Showing posts with label creationism. Show all posts
Showing posts with label creationism. Show all posts

Thursday, February 6, 2014

Wednesday, February 5, 2014

Ken Ham was there, but Bill Nye brought home the bacon

The "debate" last night between Bill Nye the Science Guy and Ken Ham of Answers in Genesis ended with a sigh of relief from many of us who worried that Ham's skill at lying about the nature of science and tossing out incoherent and unanswerable bits of nonsense like broken bottles onto a road would trip up Nye.

No such thing happened. Nye was relatively cool and collected, and in command of a nice array of facts, while Ham spent most of his time asserting that creationism is true because The Bible. Whenever Nye asked him to provide some evidence for the assertion that the Earth is only about 6,000 years old, Ham simply repeated: The Bible. Evidence for just one all-encompassing catastrophic flood: The Bible. And so on. He was unable to respond at all to Nye pointing out several times that "The Bible" which Ham depends on is a translation into "American English" of a very old book that was originally written in several different languages.

 One of Ham's themes, from the beginning, was to draw a bizarre distinction between what he called "observational" science, the kind he trusts, and "historical" or "origins" science, which he does not. Observational science is OK because it deals with the here and now, and we are witnesses; historical science is invalid, because we cannot witness the things we are talking about. And, The Bible. This strange paradigm was overthrown in the 19th century by Charles Lyell, a contemporary of Darwin, who showed that the understanding of current processes can be used to reconstruct the past history of the earth, based on the not unreasonable hypothesis that the same gradual processes of erosion and uplift that change the earth’s surface today had also been at work in the past. How could Ham miss this? And again, what evidence does he hand over that this is not the case? None. So when Ham asserts that "we cannot observe the age of the Earth," he is wrong. We can bring material into lab, date it in a variety of ways. We can observe the age of the earth in the observations we make during the dating process.
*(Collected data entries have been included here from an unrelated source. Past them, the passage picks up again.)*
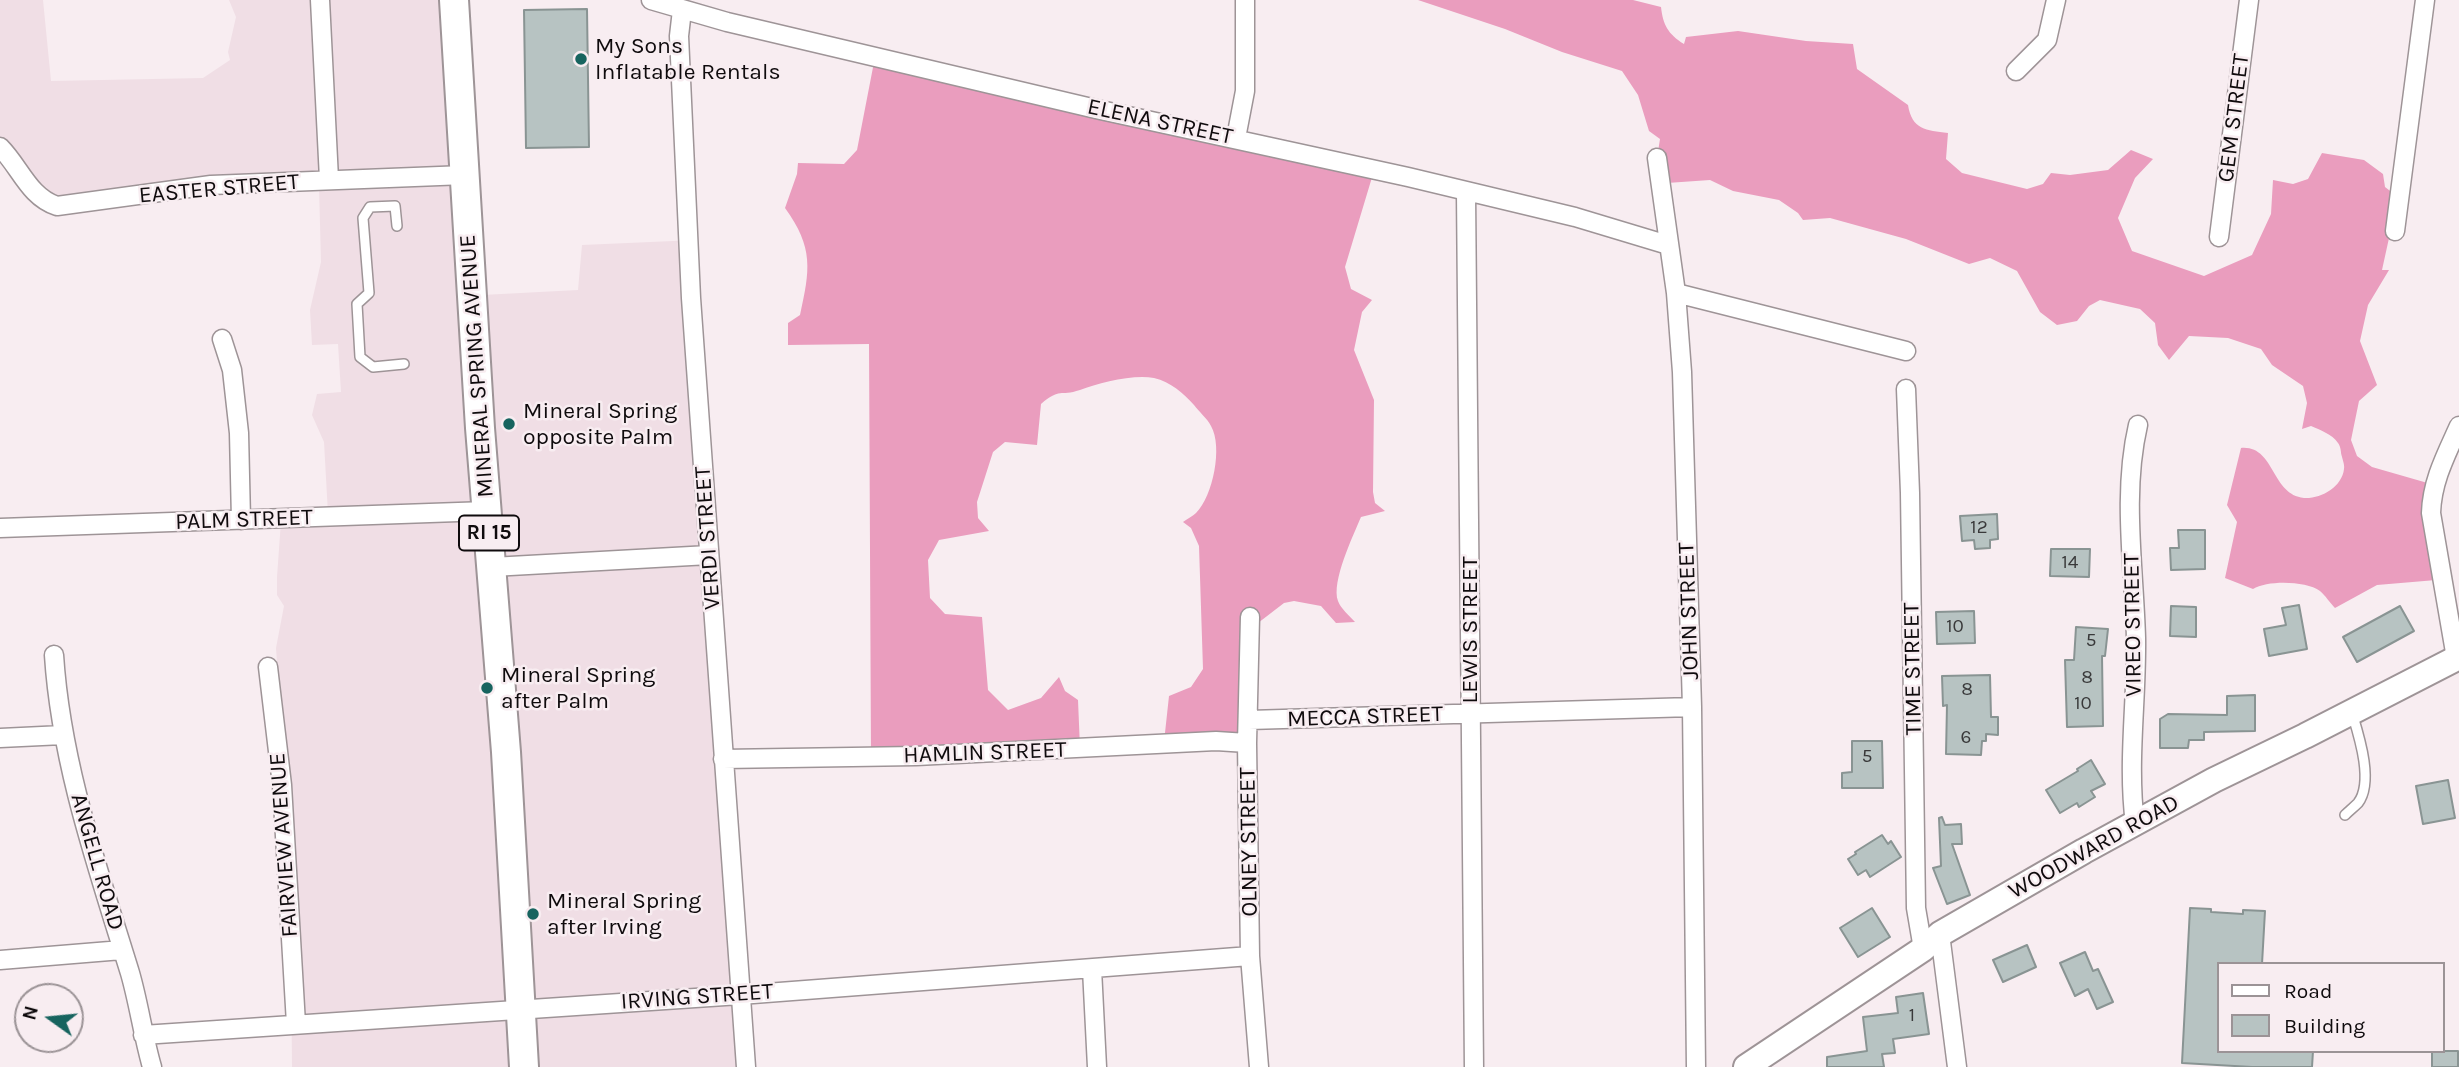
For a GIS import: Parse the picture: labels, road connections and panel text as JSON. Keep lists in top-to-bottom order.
{
  "streets": {
    "main road": ["MINERAL SPRING AVENUE", "RI 15"],
    "street": [
      "GEM STREET",
      "ELENA STREET",
      "EASTER STREET",
      "PALM STREET",
      "VERDI STREET",
      "JOHN STREET",
      "VIREO STREET",
      "LEWIS STREET",
      "TIME STREET",
      "MECCA STREET",
      "HAMLIN STREET",
      "OLNEY STREET",
      "FAIRVIEW AVENUE",
      "WOODWARD ROAD",
      "ANGELL ROAD",
      "IRVING STREET"
    ]
  },
  "crossings": [
    ["ELENA STREET", "VERDI STREET"],
    ["ELENA STREET", "JOHN STREET"],
    ["ELENA STREET", "LEWIS STREET"],
    ["EASTER STREET", "MINERAL SPRING AVENUE"],
    ["MINERAL SPRING AVENUE", "PALM STREET"],
    ["MINERAL SPRING AVENUE", "IRVING STREET"],
    ["VERDI STREET", "HAMLIN STREET"],
    ["VERDI STREET", "IRVING STREET"],
    ["JOHN STREET", "MECCA STREET"],
    ["VIREO STREET", "WOODWARD ROAD"],
    ["LEWIS STREET", "MECCA STREET"],
    ["TIME STREET", "WOODWARD ROAD"],
    ["MECCA STREET", "OLNEY STREET"],
    ["HAMLIN STREET", "OLNEY STREET"],
    ["OLNEY STREET", "IRVING STREET"],
    ["FAIRVIEW AVENUE", "IRVING STREET"],
    ["ANGELL ROAD", "IRVING STREET"]
  ],
  "places": [
    "My Sons Inflatable Rentals",
    "Mineral Spring opposite Palm",
    "Mineral Spring after Palm",
    "Mineral Spring after Irving"
  ],
  "house_numbers": [
    "12",
    "14",
    "10",
    "5",
    "8",
    "8",
    "10",
    "6",
    "5",
    "1"
  ],
  "legend": ["Road", "Building"],
  "north": "left"
}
Ham is just plain wrong, but, you know, the Bible.

Sunday, June 24, 2012

I feel not so alone

Way back in March 2010 I wrote a post about Liberty University in which I suggested that Liberty's accreditation should be yanked because they teach creation "science."  On a recent episode of "Real Time" Bill Maher echoed my sentiment, but in a funnier way. The stimulus was Presidential candidate Willard "Mitt" Romney's delivering of the commencement speech at Liberty:


Saturday, October 24, 2009

Kooks to Earth: "Happy birthday to you, happy..."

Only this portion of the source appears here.